[Stored items]
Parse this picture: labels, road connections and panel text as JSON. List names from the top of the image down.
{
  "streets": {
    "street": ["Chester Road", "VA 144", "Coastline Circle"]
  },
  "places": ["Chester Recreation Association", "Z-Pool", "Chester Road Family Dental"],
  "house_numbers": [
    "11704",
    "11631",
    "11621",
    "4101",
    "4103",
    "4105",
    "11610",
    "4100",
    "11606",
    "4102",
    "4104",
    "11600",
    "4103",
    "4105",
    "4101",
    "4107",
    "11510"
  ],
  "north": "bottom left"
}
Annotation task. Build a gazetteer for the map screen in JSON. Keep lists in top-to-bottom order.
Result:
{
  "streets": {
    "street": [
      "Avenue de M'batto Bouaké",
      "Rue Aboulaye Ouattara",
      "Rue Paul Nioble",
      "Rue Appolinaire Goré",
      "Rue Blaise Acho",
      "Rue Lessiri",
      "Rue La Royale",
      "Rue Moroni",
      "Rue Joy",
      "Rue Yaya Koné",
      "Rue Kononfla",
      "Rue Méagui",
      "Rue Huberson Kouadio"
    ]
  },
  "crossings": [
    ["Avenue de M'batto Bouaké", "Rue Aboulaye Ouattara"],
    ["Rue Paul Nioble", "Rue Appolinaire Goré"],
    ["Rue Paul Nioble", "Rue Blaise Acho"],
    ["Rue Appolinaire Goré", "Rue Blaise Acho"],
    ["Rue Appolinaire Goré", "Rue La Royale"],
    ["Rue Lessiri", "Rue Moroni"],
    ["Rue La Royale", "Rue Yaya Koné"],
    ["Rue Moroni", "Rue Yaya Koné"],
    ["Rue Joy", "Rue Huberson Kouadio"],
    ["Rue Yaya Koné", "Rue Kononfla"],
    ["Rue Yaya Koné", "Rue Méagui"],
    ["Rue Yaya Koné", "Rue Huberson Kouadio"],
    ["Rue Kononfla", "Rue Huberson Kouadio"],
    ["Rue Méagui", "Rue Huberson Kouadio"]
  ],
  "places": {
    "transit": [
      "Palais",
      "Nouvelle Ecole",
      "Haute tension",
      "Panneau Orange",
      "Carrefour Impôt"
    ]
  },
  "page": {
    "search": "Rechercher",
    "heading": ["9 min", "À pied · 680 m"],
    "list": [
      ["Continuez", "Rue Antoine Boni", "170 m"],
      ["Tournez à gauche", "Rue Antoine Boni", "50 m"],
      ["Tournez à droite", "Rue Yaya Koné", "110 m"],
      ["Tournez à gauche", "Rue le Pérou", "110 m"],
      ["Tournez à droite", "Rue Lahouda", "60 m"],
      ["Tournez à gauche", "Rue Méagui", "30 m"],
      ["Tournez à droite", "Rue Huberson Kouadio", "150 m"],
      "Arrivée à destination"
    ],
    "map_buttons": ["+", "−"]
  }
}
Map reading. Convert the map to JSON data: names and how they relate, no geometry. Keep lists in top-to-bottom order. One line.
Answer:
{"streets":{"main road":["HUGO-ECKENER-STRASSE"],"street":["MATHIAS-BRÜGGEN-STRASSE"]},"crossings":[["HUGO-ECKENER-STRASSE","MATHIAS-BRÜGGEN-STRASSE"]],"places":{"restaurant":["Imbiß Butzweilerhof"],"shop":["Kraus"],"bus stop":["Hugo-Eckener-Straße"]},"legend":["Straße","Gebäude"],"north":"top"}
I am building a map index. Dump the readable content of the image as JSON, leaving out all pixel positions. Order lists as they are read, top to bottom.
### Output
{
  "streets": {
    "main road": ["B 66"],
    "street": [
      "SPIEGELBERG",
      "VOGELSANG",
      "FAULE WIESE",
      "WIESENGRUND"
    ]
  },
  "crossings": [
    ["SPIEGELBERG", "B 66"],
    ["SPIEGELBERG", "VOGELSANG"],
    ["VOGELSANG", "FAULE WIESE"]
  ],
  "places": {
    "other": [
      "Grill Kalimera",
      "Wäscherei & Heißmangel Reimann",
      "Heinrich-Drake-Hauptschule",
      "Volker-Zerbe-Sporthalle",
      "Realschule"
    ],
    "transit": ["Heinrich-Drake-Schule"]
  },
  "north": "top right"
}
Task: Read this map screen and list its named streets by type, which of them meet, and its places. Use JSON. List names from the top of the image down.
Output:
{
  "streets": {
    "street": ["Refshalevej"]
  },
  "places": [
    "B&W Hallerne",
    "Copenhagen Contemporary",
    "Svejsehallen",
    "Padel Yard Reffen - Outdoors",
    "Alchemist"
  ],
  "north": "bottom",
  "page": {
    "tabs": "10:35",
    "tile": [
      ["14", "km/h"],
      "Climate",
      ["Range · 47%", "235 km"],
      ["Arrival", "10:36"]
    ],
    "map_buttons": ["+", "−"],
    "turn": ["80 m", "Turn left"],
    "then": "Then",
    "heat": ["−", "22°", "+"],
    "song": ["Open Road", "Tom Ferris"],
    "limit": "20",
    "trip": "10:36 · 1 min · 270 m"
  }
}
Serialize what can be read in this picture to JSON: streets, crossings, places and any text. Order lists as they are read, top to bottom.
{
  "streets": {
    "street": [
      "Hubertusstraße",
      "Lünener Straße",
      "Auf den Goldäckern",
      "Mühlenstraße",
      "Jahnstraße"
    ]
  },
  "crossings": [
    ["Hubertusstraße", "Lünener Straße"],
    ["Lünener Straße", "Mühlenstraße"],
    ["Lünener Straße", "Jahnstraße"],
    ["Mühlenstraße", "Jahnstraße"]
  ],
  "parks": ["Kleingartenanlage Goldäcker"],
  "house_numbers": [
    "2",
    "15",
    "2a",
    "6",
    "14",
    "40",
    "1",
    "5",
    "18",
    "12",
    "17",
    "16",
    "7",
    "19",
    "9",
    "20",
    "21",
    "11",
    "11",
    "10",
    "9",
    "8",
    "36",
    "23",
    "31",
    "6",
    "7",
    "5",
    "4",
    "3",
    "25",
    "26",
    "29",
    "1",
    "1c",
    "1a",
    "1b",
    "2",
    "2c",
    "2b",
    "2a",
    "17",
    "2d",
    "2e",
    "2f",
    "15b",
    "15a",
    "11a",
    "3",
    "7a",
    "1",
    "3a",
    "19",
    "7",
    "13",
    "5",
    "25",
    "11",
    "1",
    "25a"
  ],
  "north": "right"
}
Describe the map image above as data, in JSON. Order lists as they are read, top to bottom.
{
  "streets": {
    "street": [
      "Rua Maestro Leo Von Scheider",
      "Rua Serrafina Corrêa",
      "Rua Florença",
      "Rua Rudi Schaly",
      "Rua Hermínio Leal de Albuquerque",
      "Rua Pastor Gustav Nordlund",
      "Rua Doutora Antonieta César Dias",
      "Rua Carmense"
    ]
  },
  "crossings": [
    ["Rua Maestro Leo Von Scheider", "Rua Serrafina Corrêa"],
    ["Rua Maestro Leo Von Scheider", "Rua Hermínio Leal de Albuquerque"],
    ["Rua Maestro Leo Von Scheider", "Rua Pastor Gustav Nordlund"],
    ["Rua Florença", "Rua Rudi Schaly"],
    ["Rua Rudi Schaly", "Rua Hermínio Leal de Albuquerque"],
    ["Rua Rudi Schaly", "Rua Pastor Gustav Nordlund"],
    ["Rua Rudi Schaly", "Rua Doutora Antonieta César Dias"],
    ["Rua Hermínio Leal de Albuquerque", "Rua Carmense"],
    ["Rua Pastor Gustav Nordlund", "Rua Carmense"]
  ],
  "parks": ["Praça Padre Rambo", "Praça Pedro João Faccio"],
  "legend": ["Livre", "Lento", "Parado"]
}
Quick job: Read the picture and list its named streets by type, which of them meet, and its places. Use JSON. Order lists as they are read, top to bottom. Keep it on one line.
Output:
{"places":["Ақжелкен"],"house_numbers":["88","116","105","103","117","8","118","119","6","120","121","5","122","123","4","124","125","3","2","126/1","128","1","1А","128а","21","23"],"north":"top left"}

● Required work
From the entries above, copy each line holding "them".

● Written reply
Task: Read this map screen and list its named streets by type, which of them meet, and its places. Use JSON. List names from the top of the image down.
Quick job: Read the picture and list its named streets by type, which of them meet, and its places. Use JSON. Order lists as they are read, top to bottom. Keep it on one line.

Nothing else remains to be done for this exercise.